▶ **PROBLEM DESCRIPTION**
Print the data that follows, exactly and completely.

::: MATERIAL FOR THE TASK :::

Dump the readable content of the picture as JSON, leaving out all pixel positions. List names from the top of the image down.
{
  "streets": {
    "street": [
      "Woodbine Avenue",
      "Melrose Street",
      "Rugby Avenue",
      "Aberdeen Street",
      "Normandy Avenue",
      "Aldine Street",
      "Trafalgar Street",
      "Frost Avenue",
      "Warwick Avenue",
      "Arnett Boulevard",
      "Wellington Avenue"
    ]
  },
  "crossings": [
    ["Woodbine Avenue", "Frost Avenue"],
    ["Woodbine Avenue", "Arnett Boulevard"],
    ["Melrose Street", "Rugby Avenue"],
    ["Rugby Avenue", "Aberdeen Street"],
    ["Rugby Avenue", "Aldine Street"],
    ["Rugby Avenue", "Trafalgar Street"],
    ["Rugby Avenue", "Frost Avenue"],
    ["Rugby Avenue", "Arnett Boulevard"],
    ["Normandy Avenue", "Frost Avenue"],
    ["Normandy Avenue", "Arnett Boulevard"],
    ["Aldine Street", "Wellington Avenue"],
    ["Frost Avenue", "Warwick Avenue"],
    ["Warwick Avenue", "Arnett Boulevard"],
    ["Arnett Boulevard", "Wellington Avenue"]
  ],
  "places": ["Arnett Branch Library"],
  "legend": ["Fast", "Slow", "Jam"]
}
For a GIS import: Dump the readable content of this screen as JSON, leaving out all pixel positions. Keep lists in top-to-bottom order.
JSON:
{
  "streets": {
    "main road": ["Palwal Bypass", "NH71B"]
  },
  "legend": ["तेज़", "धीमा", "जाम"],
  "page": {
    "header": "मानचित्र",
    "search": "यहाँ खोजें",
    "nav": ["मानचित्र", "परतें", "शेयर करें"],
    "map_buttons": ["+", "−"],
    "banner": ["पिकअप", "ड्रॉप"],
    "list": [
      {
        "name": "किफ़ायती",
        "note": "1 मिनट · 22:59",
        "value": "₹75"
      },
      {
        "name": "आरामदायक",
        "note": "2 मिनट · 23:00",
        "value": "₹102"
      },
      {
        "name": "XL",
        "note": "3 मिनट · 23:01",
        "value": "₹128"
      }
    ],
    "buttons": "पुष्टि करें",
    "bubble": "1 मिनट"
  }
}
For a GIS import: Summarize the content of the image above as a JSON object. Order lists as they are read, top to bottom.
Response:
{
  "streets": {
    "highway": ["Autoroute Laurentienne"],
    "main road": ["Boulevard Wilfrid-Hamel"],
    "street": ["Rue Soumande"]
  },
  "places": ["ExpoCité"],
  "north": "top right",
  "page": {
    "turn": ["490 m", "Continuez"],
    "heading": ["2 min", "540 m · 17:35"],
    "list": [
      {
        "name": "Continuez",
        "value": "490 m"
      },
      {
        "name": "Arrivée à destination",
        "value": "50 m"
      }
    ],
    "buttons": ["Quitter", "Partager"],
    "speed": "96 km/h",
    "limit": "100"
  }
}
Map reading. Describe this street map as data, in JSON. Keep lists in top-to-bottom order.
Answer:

:::

▶ **SOLUTION TO THE EXERCISE**
Dump the readable content of the picture as JSON, leaving out all pixel positions. List names from the top of the image down.
{
  "streets": {
    "street": [
      "Woodbine Avenue",
      "Melrose Street",
      "Rugby Avenue",
      "Aberdeen Street",
      "Normandy Avenue",
      "Aldine Street",
      "Trafalgar Street",
      "Frost Avenue",
      "Warwick Avenue",
      "Arnett Boulevard",
      "Wellington Avenue"
    ]
  },
  "crossings": [
    ["Woodbine Avenue", "Frost Avenue"],
    ["Woodbine Avenue", "Arnett Boulevard"],
    ["Melrose Street", "Rugby Avenue"],
    ["Rugby Avenue", "Aberdeen Street"],
    ["Rugby Avenue", "Aldine Street"],
    ["Rugby Avenue", "Trafalgar Street"],
    ["Rugby Avenue", "Frost Avenue"],
    ["Rugby Avenue", "Arnett Boulevard"],
    ["Normandy Avenue", "Frost Avenue"],
    ["Normandy Avenue", "Arnett Boulevard"],
    ["Aldine Street", "Wellington Avenue"],
    ["Frost Avenue", "Warwick Avenue"],
    ["Warwick Avenue", "Arnett Boulevard"],
    ["Arnett Boulevard", "Wellington Avenue"]
  ],
  "places": ["Arnett Branch Library"],
  "legend": ["Fast", "Slow", "Jam"]
}
For a GIS import: Dump the readable content of this screen as JSON, leaving out all pixel positions. Keep lists in top-to-bottom order.
JSON:
{
  "streets": {
    "main road": ["Palwal Bypass", "NH71B"]
  },
  "legend": ["तेज़", "धीमा", "जाम"],
  "page": {
    "header": "मानचित्र",
    "search": "यहाँ खोजें",
    "nav": ["मानचित्र", "परतें", "शेयर करें"],
    "map_buttons": ["+", "−"],
    "banner": ["पिकअप", "ड्रॉप"],
    "list": [
      {
        "name": "किफ़ायती",
        "note": "1 मिनट · 22:59",
        "value": "₹75"
      },
      {
        "name": "आरामदायक",
        "note": "2 मिनट · 23:00",
        "value": "₹102"
      },
      {
        "name": "XL",
        "note": "3 मिनट · 23:01",
        "value": "₹128"
      }
    ],
    "buttons": "पुष्टि करें",
    "bubble": "1 मिनट"
  }
}
For a GIS import: Summarize the content of the image above as a JSON object. Order lists as they are read, top to bottom.
Response:
{
  "streets": {
    "highway": ["Autoroute Laurentienne"],
    "main road": ["Boulevard Wilfrid-Hamel"],
    "street": ["Rue Soumande"]
  },
  "places": ["ExpoCité"],
  "north": "top right",
  "page": {
    "turn": ["490 m", "Continuez"],
    "heading": ["2 min", "540 m · 17:35"],
    "list": [
      {
        "name": "Continuez",
        "value": "490 m"
      },
      {
        "name": "Arrivée à destination",
        "value": "50 m"
      }
    ],
    "buttons": ["Quitter", "Partager"],
    "speed": "96 km/h",
    "limit": "100"
  }
}
Map reading. Describe this street map as data, in JSON. Keep lists in top-to-bottom order.
Answer:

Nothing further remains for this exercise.